Stored data:
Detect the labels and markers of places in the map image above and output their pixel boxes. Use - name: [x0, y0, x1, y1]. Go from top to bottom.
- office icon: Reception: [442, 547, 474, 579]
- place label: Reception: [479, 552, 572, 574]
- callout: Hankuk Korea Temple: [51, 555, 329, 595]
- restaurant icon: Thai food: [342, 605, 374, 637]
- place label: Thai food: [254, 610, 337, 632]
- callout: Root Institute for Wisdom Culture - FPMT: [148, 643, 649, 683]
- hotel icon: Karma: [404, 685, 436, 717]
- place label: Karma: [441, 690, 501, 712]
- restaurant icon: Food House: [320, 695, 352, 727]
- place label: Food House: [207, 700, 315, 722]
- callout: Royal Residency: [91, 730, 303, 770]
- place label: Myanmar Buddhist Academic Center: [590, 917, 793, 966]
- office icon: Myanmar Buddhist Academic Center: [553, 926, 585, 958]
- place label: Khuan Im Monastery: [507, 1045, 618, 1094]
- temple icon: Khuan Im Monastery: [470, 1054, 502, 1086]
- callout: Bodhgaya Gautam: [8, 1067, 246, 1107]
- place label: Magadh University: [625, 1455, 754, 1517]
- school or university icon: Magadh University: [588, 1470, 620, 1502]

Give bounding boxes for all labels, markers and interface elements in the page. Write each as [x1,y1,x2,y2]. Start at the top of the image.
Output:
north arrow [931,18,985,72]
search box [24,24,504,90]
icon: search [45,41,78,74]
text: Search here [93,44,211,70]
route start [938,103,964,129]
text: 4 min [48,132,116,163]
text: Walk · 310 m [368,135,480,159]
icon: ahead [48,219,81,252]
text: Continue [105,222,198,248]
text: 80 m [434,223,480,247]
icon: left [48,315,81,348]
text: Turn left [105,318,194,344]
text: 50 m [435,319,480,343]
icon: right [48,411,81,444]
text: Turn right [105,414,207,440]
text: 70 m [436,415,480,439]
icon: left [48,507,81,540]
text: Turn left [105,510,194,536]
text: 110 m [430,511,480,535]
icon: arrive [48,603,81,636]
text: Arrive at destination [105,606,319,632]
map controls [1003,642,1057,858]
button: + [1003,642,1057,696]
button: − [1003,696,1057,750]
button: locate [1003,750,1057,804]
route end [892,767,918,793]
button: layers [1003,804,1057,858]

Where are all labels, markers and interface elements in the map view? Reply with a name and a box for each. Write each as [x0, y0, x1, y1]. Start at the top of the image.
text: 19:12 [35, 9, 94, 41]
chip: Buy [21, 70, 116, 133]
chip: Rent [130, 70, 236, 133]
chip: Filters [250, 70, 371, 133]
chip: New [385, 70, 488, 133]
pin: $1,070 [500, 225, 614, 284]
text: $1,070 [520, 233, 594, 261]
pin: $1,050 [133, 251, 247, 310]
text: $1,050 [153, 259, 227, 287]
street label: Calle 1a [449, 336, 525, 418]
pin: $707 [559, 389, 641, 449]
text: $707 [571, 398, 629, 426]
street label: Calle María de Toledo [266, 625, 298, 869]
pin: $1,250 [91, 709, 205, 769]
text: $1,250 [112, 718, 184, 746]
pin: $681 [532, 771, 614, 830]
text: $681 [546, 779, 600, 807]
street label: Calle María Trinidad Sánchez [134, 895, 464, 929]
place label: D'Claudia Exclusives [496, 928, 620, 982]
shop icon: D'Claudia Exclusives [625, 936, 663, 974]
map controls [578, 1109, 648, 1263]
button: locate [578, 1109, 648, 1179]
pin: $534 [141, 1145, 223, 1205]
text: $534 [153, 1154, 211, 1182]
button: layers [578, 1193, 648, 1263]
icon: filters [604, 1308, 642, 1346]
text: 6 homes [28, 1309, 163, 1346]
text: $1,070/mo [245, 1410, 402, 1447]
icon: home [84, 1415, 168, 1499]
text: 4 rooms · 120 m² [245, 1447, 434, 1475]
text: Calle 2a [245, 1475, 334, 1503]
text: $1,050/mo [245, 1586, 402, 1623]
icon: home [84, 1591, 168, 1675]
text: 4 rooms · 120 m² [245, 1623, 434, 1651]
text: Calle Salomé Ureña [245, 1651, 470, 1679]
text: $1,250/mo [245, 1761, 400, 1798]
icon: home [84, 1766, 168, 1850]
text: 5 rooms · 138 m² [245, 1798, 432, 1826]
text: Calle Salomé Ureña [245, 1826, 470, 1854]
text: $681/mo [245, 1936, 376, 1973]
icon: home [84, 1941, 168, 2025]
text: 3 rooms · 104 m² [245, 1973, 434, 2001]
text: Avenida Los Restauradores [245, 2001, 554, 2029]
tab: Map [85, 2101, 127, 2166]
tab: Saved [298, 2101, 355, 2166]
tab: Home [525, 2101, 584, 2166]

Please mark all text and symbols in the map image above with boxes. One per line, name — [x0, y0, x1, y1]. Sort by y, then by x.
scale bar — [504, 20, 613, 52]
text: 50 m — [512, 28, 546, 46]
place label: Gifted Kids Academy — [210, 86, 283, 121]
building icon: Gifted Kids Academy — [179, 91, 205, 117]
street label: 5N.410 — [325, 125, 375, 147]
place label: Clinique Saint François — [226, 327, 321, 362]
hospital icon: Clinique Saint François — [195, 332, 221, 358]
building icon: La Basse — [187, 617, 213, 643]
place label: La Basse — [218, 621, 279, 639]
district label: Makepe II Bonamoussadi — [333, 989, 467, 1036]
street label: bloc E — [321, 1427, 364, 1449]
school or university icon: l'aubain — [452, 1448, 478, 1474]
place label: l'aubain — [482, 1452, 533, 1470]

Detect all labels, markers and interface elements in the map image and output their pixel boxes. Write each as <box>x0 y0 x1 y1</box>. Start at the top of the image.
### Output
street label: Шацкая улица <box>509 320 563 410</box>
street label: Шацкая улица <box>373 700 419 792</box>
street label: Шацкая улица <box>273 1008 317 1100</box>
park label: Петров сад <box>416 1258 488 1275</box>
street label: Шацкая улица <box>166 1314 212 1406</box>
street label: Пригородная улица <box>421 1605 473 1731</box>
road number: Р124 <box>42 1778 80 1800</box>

What to work on: Output the full listing. Match it exactly.

Response area:
Detect the labels and markers of places in the map image above and output their pixel boxes. Use - name: [x0, y0, x1, y1]. Go from top to bottom.
- office icon: Reception: [442, 547, 474, 579]
- place label: Reception: [479, 552, 572, 574]
- callout: Hankuk Korea Temple: [51, 555, 329, 595]
- restaurant icon: Thai food: [342, 605, 374, 637]
- place label: Thai food: [254, 610, 337, 632]
- callout: Root Institute for Wisdom Culture - FPMT: [148, 643, 649, 683]
- hotel icon: Karma: [404, 685, 436, 717]
- place label: Karma: [441, 690, 501, 712]
- restaurant icon: Food House: [320, 695, 352, 727]
- place label: Food House: [207, 700, 315, 722]
- callout: Royal Residency: [91, 730, 303, 770]
- place label: Myanmar Buddhist Academic Center: [590, 917, 793, 966]
- office icon: Myanmar Buddhist Academic Center: [553, 926, 585, 958]
- place label: Khuan Im Monastery: [507, 1045, 618, 1094]
- temple icon: Khuan Im Monastery: [470, 1054, 502, 1086]
- callout: Bodhgaya Gautam: [8, 1067, 246, 1107]
- place label: Magadh University: [625, 1455, 754, 1517]
- school or university icon: Magadh University: [588, 1470, 620, 1502]

Give bounding boxes for all labels, markers and interface elements in the page. Write each as [x1,y1,x2,y2]. Start at the top of the image.
Output:
north arrow [931,18,985,72]
search box [24,24,504,90]
icon: search [45,41,78,74]
text: Search here [93,44,211,70]
route start [938,103,964,129]
text: 4 min [48,132,116,163]
text: Walk · 310 m [368,135,480,159]
icon: ahead [48,219,81,252]
text: Continue [105,222,198,248]
text: 80 m [434,223,480,247]
icon: left [48,315,81,348]
text: Turn left [105,318,194,344]
text: 50 m [435,319,480,343]
icon: right [48,411,81,444]
text: Turn right [105,414,207,440]
text: 70 m [436,415,480,439]
icon: left [48,507,81,540]
text: Turn left [105,510,194,536]
text: 110 m [430,511,480,535]
icon: arrive [48,603,81,636]
text: Arrive at destination [105,606,319,632]
map controls [1003,642,1057,858]
button: + [1003,642,1057,696]
button: − [1003,696,1057,750]
button: locate [1003,750,1057,804]
route end [892,767,918,793]
button: layers [1003,804,1057,858]

Where are all labels, markers and interface elements in the map view? Reply with a name and a box for each. Write each as [x0, y0, x1, y1]. Start at the top of the image.
text: 19:12 [35, 9, 94, 41]
chip: Buy [21, 70, 116, 133]
chip: Rent [130, 70, 236, 133]
chip: Filters [250, 70, 371, 133]
chip: New [385, 70, 488, 133]
pin: $1,070 [500, 225, 614, 284]
text: $1,070 [520, 233, 594, 261]
pin: $1,050 [133, 251, 247, 310]
text: $1,050 [153, 259, 227, 287]
street label: Calle 1a [449, 336, 525, 418]
pin: $707 [559, 389, 641, 449]
text: $707 [571, 398, 629, 426]
street label: Calle María de Toledo [266, 625, 298, 869]
pin: $1,250 [91, 709, 205, 769]
text: $1,250 [112, 718, 184, 746]
pin: $681 [532, 771, 614, 830]
text: $681 [546, 779, 600, 807]
street label: Calle María Trinidad Sánchez [134, 895, 464, 929]
place label: D'Claudia Exclusives [496, 928, 620, 982]
shop icon: D'Claudia Exclusives [625, 936, 663, 974]
map controls [578, 1109, 648, 1263]
button: locate [578, 1109, 648, 1179]
pin: $534 [141, 1145, 223, 1205]
text: $534 [153, 1154, 211, 1182]
button: layers [578, 1193, 648, 1263]
icon: filters [604, 1308, 642, 1346]
text: 6 homes [28, 1309, 163, 1346]
text: $1,070/mo [245, 1410, 402, 1447]
icon: home [84, 1415, 168, 1499]
text: 4 rooms · 120 m² [245, 1447, 434, 1475]
text: Calle 2a [245, 1475, 334, 1503]
text: $1,050/mo [245, 1586, 402, 1623]
icon: home [84, 1591, 168, 1675]
text: 4 rooms · 120 m² [245, 1623, 434, 1651]
text: Calle Salomé Ureña [245, 1651, 470, 1679]
text: $1,250/mo [245, 1761, 400, 1798]
icon: home [84, 1766, 168, 1850]
text: 5 rooms · 138 m² [245, 1798, 432, 1826]
text: Calle Salomé Ureña [245, 1826, 470, 1854]
text: $681/mo [245, 1936, 376, 1973]
icon: home [84, 1941, 168, 2025]
text: 3 rooms · 104 m² [245, 1973, 434, 2001]
text: Avenida Los Restauradores [245, 2001, 554, 2029]
tab: Map [85, 2101, 127, 2166]
tab: Saved [298, 2101, 355, 2166]
tab: Home [525, 2101, 584, 2166]

Please mark all text and symbols in the map image above with boxes. One per line, name — [x0, y0, x1, y1]. Sort by y, then by x.
scale bar — [504, 20, 613, 52]
text: 50 m — [512, 28, 546, 46]
place label: Gifted Kids Academy — [210, 86, 283, 121]
building icon: Gifted Kids Academy — [179, 91, 205, 117]
street label: 5N.410 — [325, 125, 375, 147]
place label: Clinique Saint François — [226, 327, 321, 362]
hospital icon: Clinique Saint François — [195, 332, 221, 358]
building icon: La Basse — [187, 617, 213, 643]
place label: La Basse — [218, 621, 279, 639]
district label: Makepe II Bonamoussadi — [333, 989, 467, 1036]
street label: bloc E — [321, 1427, 364, 1449]
school or university icon: l'aubain — [452, 1448, 478, 1474]
place label: l'aubain — [482, 1452, 533, 1470]

Detect all labels, markers and interface elements in the map image and output their pixel boxes. Write each as <box>x0 y0 x1 y1</box>. Start at the top of the image.
### Output
street label: Шацкая улица <box>509 320 563 410</box>
street label: Шацкая улица <box>373 700 419 792</box>
street label: Шацкая улица <box>273 1008 317 1100</box>
park label: Петров сад <box>416 1258 488 1275</box>
street label: Шацкая улица <box>166 1314 212 1406</box>
street label: Пригородная улица <box>421 1605 473 1731</box>
road number: Р124 <box>42 1778 80 1800</box>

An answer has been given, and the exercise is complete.